Neredeyse üçte biri, 2721’i asla eve dönemedi halen bu yarımadada yatıyor. Yarısından çoğu, 4 bin 852’si yaralandı. Birinci dünya savaşı sonunda yaşları 20-40 arasında her 3 Yeni Zelandalı’dan biri ya öldü, ya da yaralandı. Bugün hepsini saygıyla anıyoruz. Ancak maalesef halen çatışmalardan tam anlamıyla kurtulamamış bir dünyada yaşıyoruz. Bugün, ülkelerimizin genç insanları kendi akranlarını korumak için hayatlarını riske atıyorlar. Özgürlük ve güvenlik maalesef bedelsiz elde edilemiyor, bu bedel ki çoğu zaman genç kadınların ve erkeklerin hayatlarıyla ölçülüyor. Ancak, 96 yıl önce burada vuku bulmuş bu trajik olaylardan öğrendiğimiz; bir zamanlar düşman olanların yalnız uzlaşmakla kalmayıp, yakın arkadaş ve birlik olabileceği ve diğerlerinin çatışmalarını beraber çözebileceği. Burada hayatlarını kaybetmiş olanları en iyi şekilde onurlandırmak ve diğer çatışmaları da hatırlayarak tarihten önemli bir ders çıkarmalıyız."
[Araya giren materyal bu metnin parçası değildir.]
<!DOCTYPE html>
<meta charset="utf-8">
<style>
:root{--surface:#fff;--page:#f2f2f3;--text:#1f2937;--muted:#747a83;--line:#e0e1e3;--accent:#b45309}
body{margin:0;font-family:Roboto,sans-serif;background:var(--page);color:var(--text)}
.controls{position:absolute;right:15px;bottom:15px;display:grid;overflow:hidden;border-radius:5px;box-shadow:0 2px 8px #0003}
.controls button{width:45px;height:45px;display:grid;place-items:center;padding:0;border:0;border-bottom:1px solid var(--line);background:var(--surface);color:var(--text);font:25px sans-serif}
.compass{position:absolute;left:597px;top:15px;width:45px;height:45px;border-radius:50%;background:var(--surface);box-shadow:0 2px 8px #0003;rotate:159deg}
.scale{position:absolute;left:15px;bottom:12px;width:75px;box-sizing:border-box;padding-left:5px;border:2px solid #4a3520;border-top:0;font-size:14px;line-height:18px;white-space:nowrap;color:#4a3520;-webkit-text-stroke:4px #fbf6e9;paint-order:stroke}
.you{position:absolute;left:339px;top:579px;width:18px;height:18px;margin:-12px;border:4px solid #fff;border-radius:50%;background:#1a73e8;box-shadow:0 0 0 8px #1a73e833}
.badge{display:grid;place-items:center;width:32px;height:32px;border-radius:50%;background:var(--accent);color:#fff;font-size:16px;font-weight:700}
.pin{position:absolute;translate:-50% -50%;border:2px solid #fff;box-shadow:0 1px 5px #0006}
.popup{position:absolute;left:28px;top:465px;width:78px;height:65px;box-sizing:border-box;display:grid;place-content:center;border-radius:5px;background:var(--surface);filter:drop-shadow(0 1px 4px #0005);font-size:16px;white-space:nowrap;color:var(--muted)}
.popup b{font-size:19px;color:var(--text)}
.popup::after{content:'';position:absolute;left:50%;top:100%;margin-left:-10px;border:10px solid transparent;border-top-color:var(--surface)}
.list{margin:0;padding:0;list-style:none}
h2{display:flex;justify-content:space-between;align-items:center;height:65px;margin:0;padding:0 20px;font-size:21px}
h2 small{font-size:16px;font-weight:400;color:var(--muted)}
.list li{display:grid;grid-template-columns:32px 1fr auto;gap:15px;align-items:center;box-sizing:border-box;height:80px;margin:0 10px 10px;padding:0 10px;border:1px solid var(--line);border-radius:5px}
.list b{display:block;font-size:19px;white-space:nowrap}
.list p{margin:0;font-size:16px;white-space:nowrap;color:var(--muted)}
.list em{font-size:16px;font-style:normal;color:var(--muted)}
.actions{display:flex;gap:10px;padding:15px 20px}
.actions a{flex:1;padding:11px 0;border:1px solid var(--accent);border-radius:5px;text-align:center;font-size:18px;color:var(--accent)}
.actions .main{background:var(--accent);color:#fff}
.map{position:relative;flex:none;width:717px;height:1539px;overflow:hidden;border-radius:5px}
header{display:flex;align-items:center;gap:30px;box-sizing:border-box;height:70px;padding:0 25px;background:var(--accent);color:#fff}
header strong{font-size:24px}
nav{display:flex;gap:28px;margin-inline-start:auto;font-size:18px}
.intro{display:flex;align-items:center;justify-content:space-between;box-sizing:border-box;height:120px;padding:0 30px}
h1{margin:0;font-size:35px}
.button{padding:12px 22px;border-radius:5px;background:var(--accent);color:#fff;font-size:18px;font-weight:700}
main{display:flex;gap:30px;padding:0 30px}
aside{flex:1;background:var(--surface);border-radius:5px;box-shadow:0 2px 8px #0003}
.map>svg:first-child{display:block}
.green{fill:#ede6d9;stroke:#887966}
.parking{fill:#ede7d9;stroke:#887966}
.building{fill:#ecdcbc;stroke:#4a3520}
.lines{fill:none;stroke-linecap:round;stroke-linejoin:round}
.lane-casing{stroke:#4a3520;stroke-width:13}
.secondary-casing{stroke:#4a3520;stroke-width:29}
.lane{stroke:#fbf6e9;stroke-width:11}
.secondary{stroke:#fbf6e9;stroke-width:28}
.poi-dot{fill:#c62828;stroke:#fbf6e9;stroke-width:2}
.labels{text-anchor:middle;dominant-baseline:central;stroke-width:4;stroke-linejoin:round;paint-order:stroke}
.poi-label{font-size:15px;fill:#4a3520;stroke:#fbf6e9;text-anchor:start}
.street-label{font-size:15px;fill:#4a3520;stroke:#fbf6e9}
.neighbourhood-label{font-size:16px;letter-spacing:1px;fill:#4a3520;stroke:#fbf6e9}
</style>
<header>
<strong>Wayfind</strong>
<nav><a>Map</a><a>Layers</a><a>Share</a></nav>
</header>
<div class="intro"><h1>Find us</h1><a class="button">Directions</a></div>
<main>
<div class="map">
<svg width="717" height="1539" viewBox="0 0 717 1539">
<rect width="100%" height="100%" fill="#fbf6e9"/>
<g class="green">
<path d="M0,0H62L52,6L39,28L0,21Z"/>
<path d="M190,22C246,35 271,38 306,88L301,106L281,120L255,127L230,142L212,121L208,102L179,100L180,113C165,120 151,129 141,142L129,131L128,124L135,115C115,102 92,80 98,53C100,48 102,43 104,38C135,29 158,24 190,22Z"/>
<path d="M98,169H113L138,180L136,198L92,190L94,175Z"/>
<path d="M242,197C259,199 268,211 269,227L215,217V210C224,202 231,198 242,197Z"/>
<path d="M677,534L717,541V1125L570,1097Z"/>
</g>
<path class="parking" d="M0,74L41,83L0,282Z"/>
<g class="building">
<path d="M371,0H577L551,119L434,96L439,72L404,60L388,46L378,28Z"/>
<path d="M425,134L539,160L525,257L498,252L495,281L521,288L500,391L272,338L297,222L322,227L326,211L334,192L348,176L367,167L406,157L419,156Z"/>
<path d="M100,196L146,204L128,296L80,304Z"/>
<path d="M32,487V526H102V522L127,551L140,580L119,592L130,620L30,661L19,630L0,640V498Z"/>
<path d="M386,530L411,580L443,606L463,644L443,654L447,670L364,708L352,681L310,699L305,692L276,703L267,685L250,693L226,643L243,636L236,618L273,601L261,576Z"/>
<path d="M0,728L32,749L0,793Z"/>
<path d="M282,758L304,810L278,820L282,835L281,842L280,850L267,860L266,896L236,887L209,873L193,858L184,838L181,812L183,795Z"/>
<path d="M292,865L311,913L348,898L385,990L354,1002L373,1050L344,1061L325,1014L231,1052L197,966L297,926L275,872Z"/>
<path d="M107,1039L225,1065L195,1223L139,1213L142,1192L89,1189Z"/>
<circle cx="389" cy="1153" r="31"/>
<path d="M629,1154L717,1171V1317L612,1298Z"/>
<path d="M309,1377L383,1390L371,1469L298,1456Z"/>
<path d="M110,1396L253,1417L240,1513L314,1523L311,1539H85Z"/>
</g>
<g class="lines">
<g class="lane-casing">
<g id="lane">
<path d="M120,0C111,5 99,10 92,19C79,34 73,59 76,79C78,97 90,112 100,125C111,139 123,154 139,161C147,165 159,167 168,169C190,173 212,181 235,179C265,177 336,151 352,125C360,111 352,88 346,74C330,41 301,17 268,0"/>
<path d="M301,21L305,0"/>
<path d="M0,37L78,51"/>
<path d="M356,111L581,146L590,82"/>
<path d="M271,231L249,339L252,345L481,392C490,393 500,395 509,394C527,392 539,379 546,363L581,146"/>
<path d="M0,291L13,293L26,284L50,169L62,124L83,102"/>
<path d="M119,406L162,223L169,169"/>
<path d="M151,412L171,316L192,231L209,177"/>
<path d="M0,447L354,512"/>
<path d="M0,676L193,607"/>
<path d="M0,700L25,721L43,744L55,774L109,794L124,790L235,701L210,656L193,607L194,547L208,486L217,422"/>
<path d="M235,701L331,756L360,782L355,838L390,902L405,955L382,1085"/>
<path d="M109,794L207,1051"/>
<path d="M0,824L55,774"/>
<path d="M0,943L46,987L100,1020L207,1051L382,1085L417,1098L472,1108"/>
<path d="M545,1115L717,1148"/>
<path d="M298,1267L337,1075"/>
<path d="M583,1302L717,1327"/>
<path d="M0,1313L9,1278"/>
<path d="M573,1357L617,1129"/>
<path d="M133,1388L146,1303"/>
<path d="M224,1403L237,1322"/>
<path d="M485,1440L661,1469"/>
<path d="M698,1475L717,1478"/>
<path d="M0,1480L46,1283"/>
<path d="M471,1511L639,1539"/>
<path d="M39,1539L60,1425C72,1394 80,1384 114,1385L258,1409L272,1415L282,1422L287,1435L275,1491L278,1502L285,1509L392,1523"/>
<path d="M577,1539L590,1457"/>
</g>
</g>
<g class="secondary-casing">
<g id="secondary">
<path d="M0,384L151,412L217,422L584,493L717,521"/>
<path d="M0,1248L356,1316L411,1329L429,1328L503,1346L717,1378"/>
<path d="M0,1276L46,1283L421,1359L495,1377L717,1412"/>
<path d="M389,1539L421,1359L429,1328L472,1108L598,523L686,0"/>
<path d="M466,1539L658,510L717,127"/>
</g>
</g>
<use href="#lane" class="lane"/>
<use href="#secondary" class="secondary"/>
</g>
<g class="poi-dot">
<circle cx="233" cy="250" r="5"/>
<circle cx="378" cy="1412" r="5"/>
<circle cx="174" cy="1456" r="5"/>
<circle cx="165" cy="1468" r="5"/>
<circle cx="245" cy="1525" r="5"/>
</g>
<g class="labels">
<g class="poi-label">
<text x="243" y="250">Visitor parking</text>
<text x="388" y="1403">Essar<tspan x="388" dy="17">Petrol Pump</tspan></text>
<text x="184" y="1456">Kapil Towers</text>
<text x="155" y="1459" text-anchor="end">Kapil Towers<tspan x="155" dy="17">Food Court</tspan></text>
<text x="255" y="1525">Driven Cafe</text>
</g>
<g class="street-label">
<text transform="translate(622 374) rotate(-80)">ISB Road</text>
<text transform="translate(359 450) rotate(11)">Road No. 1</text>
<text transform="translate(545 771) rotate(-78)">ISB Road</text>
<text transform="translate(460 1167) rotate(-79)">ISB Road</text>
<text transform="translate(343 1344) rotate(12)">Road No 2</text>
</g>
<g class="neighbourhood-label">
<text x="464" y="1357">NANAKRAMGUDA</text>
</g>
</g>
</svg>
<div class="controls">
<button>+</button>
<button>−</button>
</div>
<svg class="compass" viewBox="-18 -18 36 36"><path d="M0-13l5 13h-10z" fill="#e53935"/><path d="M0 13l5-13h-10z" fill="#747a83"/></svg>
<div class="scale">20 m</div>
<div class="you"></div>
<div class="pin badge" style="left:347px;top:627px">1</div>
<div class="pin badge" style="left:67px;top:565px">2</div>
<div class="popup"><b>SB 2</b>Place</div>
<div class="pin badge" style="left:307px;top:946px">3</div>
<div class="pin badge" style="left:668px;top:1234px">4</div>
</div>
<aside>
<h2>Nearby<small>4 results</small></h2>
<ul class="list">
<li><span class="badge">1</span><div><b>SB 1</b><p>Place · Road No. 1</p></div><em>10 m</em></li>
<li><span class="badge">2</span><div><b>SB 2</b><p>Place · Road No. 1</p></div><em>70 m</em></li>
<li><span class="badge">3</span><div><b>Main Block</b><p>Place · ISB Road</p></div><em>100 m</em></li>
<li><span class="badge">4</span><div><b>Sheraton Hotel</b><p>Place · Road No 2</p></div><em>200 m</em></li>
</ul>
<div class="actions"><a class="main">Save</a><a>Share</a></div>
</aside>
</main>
Avustaralya Gazi İşleri Bakanı ve Anzak 100’üncü Yıl Anma Törenlerinden Sorumlu Başbakan Yardımcısı Warren Snowdon ise, Gelibolu’nun çoğu genç ve tecrübesiz bir çok askerleri için büyük bir macera ve bilinmezlik olduğunu vurgularken şöyle konuştu:

"Çoğu askerimiz İngiltere İmparatorluğu’nun savunulmasında müttefik kuvvete Batı Cephesi’nde katılacağını düşünmüştü. Fakat İngiltere Savaş Kabinesinin başka düşünceleri vardı. İlk Avustralyalı birliği başka bir sahile yelken açtı. Hep birlikte bilinmeyen bir düşmana karşı bilinmeyen savaşlarda savaşmak için. Binlercesi hiç bir zaman dönemeyecekti. Sevdikleri için sonsuza dek kaybedilmiş olacak ve çoğunun ebediyen istirahat edeceği yer bilinmeyecekti. Fakat bizler çıkarma yapan Anzakların buraya varışlarını ve kendilerinden oldukça yüksek sayıda Türk kuvvetleriyle karşı karşıya gelmelerini hayal edebiliriz. Ancak çıkarma hareketi Anzakların ileriki aylarda karşılaşacakları dehşetin hiç birini onlara bildirmedi. Onlar aşırı zorluklarla karşı karşıya geldiler. Bu aşırılıklar her iki tarafında katlandığı zorlukların sadece bir bölümüydü. Çoğunun payına düşen hastalık, açlık, zorluklara maruz kalma ve hatta donmak oldu. Askerler hayatta kalma ümidiyle siperler ve tüneller kazdı, derme çatma savunmalar inşa etti. Fakat bunlar kendilerine durmak bilmeyen ateşten ve bombalamadan ancak çok küçük bir nefes aldırdı. Onlar kararlı, cesur ve iyi yönetilen bir düşmanla karşılaştı. Topraklarının işgalini geri püskürtmeye kararlı bir düşmanla. Ve onlar çok yüksek bir maliyetle galip geldi. Bu kanlı ve kazanılamaz savaş bizim kim olduğumuzu anlamamızda, ulusal kimliğimizi oluşturmamızda belirleyici bir andır. Bizim milliyetimizi biçimlendiren bir dönemdir. Bize beklenmedik kahramanlar sağlayan, kendimize ve birlikte büyük işler başaracağımıza olan inancımızı sağlayan bir donem. Anzakların ruhları yaşamaya devam ediyor. Bize güç ve ümit veren bir ruh. Kuşkusuz simdi ki nesillerimizde olan ruh."

ATATÜRK’ÜN MEKTUBU OKUNDU

Daha sonra Mustafa Kemal Atatürk’ün 1934 yılında Anzak annelerine hitaben yazdığı mektup Türk subayları tarafından Türkçe ve İngilizce olarak okundu. Mektup şöyle:

"Uzak memleketin toprakları üstünde kanlarını döken kahramanlar; burada dost bir vatanın toprağındasınız. Huzur ve sükun içinde uyuyunuz. Sizler Mehmetçiklerle yan yana, koyun koyunasınız. Uzak diyarlardan evlatlarını harbe gönderen analar; göz yaşlarınızı dindiriniz, evlatlarınız bağrımızdadır. Huzur içindedirler ve huzur içinde rahat rahat uyuyacaklardır. Bu toprakta canlarını verdikten sonra artık bizim evlatlarımız olmuşlardır."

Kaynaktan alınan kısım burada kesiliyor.